Take the time to doa little research into what you want.
There are two types of Mini Hums that are popularly available, after market.
1) Is the type that usually sits within a P90 cover/mounting ring like in the photo in the post above, and the pickup has polepieces.These first showed up on the Gibson Les Paul Deluxe in 1969, though a similar looking pickup was on older Epiphone guitars prior to Gibson taking Epiphone over in 1958 or so.
2) The Firebird mini humbucker , which is usually a non polepiece pickup with a chrome or gold cover, and a specialised sized mounting ring to match. These first appeared on the Gibson Firebird in the early 60s....
Both are humbucking, both sit somewhere tonally between the P90/Strat single coil and a humbucker (PAF style). The Deluxe versions are usually hotter in DC resistance, but that throws them more into humbucker territory, while the Firebirds are quite a weaker humbucking pickup and do get quite single coil in sound. DC resistance is not the be all and end all of how hot a poickup may be, and I think the Firebirds might have had Alnico magnets while the Deluxes housed Ceramics....
My suggestion for you would be to look at what guitars pleased you the most over the years and what pickups they had. If the answer is a single coil type pickup, then it may be better to head in the direction of a Firebird pickup, but if you have a leaning towards Gibson LPs and so on, then maybe the slightly hotter version of the Deluxes are more for you.
Of course, nowadays, the after market pickups can be a lot hotter than the production models, so there may be hotter Firebird pickups around and less potent Deluxes.......the choice is yours I guess.
Because they are smaller in housing than the usual humbucker it is natural that you cannot get as many coil winds on the pickup and that will affect how these sound inherently.
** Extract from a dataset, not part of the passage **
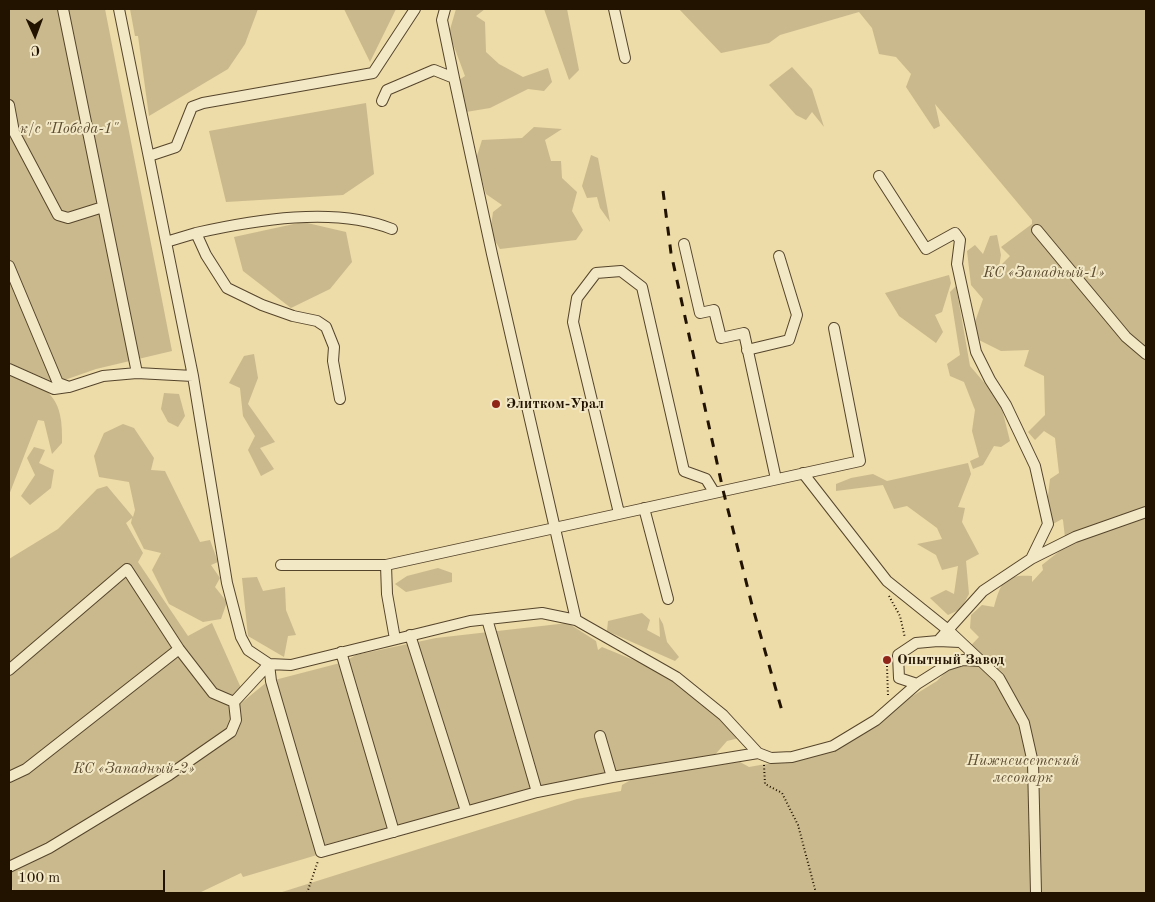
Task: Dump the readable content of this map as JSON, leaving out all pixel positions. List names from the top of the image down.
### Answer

From my own experience I can say though, that a Firebird pickup - a good one - is a mighty angry little ant when put to a cranked amp. Ask Neil Young if you don't believe me!
They are interesting pickups but because they are 'left of centre', routings for them are sporadic, even throughout the Warmoth body range (You cannot get a pickguard for a Jazzmaster made for mini hums, by Warmoth, for example. Don't ask me why I have asked twice within 5 years and the answer is still NO.... :dontknow: ). I also don't believe they would sound too great when split, or the humbucker wiring coupled up in parallel. In fact, I'm pretty sure they'd sound anaemic.